Friday, 18 April 2008

Things are Heating Up

It seems I've been waiting so long for spring to heat up, and now, all of a sudden, in typical Ontario style, we've suddenly leaped right into summer. It's 24 degrees Celsius today!


For you Americans using that antiquated old measurement system that the rest of the world tossed aside years ago, that means its nice and warm, not below freezing. Other hot news for the day is the fact that Marcelo is having a baby. Well, obviously not Marcelo himself, but rather his wife. I expect to hear word about little Alyssa very soon, hopefully a blog with pictures!


Things have also been heating up on 205205 though, not in such a good way. I'm impressed by Carolyn's valorous effort to make concrete suggestions for improvements. I confess that, like Steve, I'm a bit frustrated by the discussion. Well, maybe not quite like Steve; he has a way with words that I can't hope to match! I would like to see us prominently feature the Ganymede Packages on our main community download page so that our users can more easily get an early start on testing them. (Note the new modeling package with its stunningly beautiful logo!) But I'm not a web designer nor a marketing expert, so I have to respect expert opinions. The discussion seems to be improving again. I wonder what others think?


Oh well, at least it's Friday and it's a particularly lovely day for a rum swizzler out on a lawn chair. Look at this little guy I found packed away in his little hidey hole, waiting for an evening of courtship and hopefully an illicit rendezvous at the pond.


Speaking of hidey holes, Dave got to crawl out of his little book writing hidey hole and be a developer for the last two weeks. He helped finish off our generated support for content types. He also helped with the support for packing enumeration values into bit flags. Java might not support packed fields like C, but EMF certainly does. No wonder it's the most popular project on the download page, although the April 1st update on the data is a little suspicious:


If you have a model with enumeration or boolean features, you should consider taking advantage of this. After all a boolean variable uses 4 bytes but stores only 1 bit of data, wasting the other 31 bits. Not only that, but EObjectImpl has an eFlags field with lots of bits left unused. We suggest using "eFlags" as the field, and reserving 8 bits for future EMF to use, as we've done here for XSD:


Reduced storage for your models is now just a code generation option away and has been brought to you by the friendly, helpful, and hard working EMF team.

Monday, 7 April 2008

Teflon Programming

The bane of our industry is poor quality software. We live in a disposable world and we treat our software in the same way. This fact is easily obscured by the mesmerizing stream of innovation; we're almost happy to discard the crap we use today in favor of new things, even knowing full well that these too will be considered crap in just a few years. Of course, throwing something old away in favor of buying something new is good for the manufacturers and hence we consumers are encouraged to think this way. That's why we don't see cars built to last for thirty years; the car manufacturing industry is far better off if the bucket of rust falls apart after just ten years. The sooner the better, in fact. Though of course, as a manufacturer, you don't want the car you've built to fall apart faster than the other manufacturer's car; you want to have a reputation of quality, so there is significant pressure to keep the darn thing on the road for a reasonably long time. The pressures on the software industry are quite similar. We don't really need a new version of our operating system when the old one is more than adequate, but if we can be convinced that we really need some new wow factor, we can be convinced to make someone else rich. Similarly, we need a new language to replace Java almost as badly as we need another mouth to eat more quickly.

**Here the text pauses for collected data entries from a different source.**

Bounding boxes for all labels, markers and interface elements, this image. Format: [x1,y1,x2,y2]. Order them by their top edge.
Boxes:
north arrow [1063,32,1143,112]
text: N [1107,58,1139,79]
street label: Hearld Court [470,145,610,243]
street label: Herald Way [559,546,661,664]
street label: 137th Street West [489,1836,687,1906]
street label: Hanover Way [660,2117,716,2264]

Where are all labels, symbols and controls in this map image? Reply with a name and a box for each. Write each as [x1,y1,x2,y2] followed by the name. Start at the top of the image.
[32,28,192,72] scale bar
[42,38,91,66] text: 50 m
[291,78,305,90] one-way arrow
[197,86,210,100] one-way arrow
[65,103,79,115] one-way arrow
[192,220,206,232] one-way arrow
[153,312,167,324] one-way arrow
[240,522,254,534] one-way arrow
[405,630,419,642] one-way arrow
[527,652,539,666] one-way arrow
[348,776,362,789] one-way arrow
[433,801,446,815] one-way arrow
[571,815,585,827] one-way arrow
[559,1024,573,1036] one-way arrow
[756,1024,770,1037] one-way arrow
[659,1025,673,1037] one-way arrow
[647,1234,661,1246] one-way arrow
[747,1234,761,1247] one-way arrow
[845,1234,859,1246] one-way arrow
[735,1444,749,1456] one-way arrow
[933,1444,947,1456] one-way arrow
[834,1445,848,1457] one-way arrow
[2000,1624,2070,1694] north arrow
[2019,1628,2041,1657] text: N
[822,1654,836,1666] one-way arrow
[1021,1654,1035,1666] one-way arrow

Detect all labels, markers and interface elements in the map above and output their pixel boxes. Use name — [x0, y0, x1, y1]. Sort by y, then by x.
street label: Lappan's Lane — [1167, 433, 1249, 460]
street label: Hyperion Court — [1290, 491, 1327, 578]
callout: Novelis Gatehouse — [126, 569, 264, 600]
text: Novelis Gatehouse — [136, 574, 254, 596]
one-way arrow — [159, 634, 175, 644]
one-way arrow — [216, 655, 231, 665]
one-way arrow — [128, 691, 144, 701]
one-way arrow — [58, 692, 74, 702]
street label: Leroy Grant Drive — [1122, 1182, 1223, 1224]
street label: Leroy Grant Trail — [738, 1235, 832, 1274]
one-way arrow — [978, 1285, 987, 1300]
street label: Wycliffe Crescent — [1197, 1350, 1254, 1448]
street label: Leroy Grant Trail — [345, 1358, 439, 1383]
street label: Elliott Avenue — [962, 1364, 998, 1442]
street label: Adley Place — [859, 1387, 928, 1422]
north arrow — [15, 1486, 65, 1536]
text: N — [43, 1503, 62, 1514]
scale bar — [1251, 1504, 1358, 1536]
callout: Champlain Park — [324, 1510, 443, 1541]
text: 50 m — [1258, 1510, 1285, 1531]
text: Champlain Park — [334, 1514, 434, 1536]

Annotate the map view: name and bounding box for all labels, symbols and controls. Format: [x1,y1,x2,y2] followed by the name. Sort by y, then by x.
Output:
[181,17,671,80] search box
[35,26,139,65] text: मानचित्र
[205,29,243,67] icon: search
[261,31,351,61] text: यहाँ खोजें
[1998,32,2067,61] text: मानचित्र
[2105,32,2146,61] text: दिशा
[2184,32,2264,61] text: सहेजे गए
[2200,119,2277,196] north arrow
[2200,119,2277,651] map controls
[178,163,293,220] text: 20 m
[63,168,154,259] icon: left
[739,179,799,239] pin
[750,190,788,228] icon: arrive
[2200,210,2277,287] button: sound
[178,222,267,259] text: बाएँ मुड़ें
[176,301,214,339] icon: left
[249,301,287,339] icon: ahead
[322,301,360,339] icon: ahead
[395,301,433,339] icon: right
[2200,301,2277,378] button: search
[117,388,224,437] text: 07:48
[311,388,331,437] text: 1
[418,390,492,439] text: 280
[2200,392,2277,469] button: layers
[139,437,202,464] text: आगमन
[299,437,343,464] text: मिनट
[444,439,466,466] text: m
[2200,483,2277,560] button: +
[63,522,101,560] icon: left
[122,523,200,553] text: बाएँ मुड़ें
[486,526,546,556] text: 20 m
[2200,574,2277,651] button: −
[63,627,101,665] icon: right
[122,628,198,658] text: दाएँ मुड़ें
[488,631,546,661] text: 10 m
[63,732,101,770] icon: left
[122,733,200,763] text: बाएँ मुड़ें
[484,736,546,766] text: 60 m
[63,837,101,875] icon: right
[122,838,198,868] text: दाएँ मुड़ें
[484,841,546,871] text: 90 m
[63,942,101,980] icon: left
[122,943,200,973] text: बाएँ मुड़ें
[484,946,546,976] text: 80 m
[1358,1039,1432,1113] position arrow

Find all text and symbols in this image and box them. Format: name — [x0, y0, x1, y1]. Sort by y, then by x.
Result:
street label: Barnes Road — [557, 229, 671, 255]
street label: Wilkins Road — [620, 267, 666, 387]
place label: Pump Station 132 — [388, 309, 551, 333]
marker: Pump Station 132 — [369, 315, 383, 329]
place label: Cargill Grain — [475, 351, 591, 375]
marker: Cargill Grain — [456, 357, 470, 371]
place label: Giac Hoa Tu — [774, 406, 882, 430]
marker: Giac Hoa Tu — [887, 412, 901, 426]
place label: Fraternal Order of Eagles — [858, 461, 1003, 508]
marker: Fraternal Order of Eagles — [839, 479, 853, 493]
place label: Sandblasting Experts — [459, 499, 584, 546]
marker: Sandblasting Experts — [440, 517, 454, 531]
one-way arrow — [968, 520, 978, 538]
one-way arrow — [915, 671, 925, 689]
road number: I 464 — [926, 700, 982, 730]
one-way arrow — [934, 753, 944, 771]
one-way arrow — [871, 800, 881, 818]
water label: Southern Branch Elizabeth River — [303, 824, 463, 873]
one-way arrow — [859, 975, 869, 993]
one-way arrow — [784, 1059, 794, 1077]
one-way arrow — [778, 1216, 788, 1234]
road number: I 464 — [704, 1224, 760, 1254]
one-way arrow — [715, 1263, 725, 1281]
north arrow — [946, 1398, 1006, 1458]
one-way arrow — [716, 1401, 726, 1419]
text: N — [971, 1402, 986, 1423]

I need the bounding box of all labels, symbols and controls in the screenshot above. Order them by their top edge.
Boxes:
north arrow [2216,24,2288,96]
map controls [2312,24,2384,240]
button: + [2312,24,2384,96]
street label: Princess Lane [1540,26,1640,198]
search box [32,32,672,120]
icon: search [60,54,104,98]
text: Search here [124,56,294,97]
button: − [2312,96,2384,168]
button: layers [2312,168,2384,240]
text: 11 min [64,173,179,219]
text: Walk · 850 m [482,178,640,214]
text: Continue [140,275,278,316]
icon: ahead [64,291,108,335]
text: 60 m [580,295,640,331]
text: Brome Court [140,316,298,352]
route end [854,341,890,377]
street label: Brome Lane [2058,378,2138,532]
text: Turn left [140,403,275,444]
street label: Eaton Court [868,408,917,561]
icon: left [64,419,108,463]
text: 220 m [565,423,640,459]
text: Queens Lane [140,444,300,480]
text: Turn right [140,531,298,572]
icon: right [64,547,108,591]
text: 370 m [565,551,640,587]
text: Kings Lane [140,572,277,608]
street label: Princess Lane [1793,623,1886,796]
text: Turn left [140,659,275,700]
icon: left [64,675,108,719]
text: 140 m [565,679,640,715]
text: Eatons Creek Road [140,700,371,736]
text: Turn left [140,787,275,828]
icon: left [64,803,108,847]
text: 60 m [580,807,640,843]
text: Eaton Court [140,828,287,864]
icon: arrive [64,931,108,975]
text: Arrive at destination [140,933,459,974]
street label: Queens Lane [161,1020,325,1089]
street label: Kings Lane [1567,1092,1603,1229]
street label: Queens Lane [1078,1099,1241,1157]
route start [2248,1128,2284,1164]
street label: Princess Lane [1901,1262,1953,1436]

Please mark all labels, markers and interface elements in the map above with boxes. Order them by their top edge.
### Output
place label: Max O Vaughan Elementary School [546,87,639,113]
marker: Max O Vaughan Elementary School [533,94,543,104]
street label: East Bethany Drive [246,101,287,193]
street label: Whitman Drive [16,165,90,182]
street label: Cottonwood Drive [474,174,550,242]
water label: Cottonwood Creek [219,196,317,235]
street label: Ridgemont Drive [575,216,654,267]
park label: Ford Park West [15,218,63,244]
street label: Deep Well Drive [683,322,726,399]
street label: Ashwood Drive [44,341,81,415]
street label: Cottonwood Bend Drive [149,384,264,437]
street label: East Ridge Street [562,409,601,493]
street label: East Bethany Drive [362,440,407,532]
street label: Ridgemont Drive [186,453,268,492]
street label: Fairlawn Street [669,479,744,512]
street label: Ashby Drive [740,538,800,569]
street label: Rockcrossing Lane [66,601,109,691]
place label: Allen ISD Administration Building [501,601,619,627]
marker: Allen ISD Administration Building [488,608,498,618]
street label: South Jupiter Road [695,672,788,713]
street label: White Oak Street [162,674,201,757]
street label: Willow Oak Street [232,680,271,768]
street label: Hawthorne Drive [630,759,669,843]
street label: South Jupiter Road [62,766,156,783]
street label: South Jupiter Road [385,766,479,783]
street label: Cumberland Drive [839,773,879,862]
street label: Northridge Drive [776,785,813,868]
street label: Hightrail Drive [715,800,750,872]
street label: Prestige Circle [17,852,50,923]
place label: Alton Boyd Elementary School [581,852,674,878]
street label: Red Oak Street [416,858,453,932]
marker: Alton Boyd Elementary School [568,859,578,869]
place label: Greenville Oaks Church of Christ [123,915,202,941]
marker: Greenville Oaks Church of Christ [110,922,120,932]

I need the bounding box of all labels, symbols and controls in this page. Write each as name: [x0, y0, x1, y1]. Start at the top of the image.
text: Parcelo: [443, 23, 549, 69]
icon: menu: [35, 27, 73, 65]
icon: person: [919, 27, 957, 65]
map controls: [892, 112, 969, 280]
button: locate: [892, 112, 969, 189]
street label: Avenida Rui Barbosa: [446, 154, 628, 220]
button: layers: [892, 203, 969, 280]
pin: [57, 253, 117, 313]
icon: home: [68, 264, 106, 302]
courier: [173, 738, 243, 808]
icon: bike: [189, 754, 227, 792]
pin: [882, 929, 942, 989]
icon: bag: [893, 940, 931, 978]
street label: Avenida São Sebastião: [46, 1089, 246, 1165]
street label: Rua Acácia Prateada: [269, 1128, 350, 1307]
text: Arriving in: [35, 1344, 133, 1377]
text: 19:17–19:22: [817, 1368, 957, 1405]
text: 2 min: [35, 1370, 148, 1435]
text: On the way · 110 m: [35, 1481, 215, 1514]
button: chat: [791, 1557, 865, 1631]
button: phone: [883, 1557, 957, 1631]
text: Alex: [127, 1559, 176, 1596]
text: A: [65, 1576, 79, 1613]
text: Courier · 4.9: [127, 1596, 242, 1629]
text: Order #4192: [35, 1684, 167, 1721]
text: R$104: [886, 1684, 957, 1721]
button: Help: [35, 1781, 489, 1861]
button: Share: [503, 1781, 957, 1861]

I think the fact that software is all too easily viewed as lacking long term value leads to a career path that might best be described as Teflon Programming. The career works as follows. Always look towards starting something new. If you can't drive the innovative ideas yourself---so few can---look elsewhere for them. Pay very close attention to buzzwords! They will guide you like a moth to a flame. When you see the bright light, do something in that space and do it quickly! Don't worry about testing and code quality, it will only slow you down. You want to be the one who achieves 80% of the goal with only 20% of the effort. Doing so will impress many people and you will move ahead faster by impressing more people. Once you've delivered your first beta, be sure to drop your project like a hot potato, of course with the premise that it's "hot" in a good sense, i.e., like hot property. If you've managed perceptions well, you'll have been promoted by this point for your extremely innovative thinking and amazing productivity. Now just rinse, lather, repeat. The programmers left juggling your hot potato will curse you, but they are the meek and they will not inherit the earth. You can easily besmirch their character for having allowed your impressive results to flounder. Their complaints will just be ignored as the petty griping of those without talent and vision. Meanwhile, you're like Teflon: nothing bad sticks to you because you're busy attracting attention to the next more wonderful thing you've moved on to. That's right, you've learn the art of taking credit and giving blame; it will serve you well in your quest to be the pinnacle of success.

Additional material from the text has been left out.